Each field in a JSON Schema will have its own page in the Catalog where sample values will be displayed along with logical metadata such as a title, description and custom fields.
Sample JSON Schema Structure
{
"folders": [{
"name": "$folder_name",
"collections": [{
"name": "$collection_name",
"schemata": [{
"name":"$schema_name",
"definition": {
"title": "$title",
"type": "$type",
"required": ["$attribute1", "$attribute2"],
"properties": {
"$attribute1": {
"type": "$data_type"
},
"$attribute2": {
"type": "$data_type"
}
}
}
}]
}]
}]
}
AVRO schemas
Avro schemas are used for serializing and deserializing data written to topics in the event streaming service Kafka. You will still need to wrap your Avro schema in a Folder and Collection. Alation will support all types found in an Avro schema. You can find an example of how to upload Avro schemas do this in the Upload your Metadata into the NoSQL catalog section.

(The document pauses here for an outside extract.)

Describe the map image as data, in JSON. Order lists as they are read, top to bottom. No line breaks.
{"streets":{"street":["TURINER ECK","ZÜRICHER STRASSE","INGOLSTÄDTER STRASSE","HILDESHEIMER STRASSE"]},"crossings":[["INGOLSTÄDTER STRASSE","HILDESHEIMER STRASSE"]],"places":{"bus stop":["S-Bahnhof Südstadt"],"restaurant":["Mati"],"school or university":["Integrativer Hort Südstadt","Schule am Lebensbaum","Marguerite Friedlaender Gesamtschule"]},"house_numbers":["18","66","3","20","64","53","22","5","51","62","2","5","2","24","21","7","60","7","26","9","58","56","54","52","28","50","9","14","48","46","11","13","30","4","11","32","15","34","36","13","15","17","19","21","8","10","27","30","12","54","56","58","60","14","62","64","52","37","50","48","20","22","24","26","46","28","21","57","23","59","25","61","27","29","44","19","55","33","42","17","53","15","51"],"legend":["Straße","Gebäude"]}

The "schemata" key for ingesting Avro schemas must contain Avro schemas .
Sample Avro Schema Structure
{
"folders": [{
"name": "$folder_name",
"collections": [{
"name": "$collection_name",
"schemata": [{
"type": "record",
"name": "$value",
"namespace": "$value",
"fields": [
{"name": "$value", "type": "string"},
{"name": "$value", "type": "int"}
]
}]
}]
}]
}
Important When posting Avro schemas to Alation, please make sure that the name of an Avro object comes before the type. The ingestion process will fail otherwise.
Supported Avro Data Types
We use Avro 1.9.0 to specify schemas in collections. Alation supports all Avro data types and their attributes. For details on Avro data type properties, refer to this link.
Uploading Metadata
Create a NoSQL catalog
Before uploading the metadata via the API, make sure you have created a Virtual Data Source of Generic NoSQL type in your Alation catalog.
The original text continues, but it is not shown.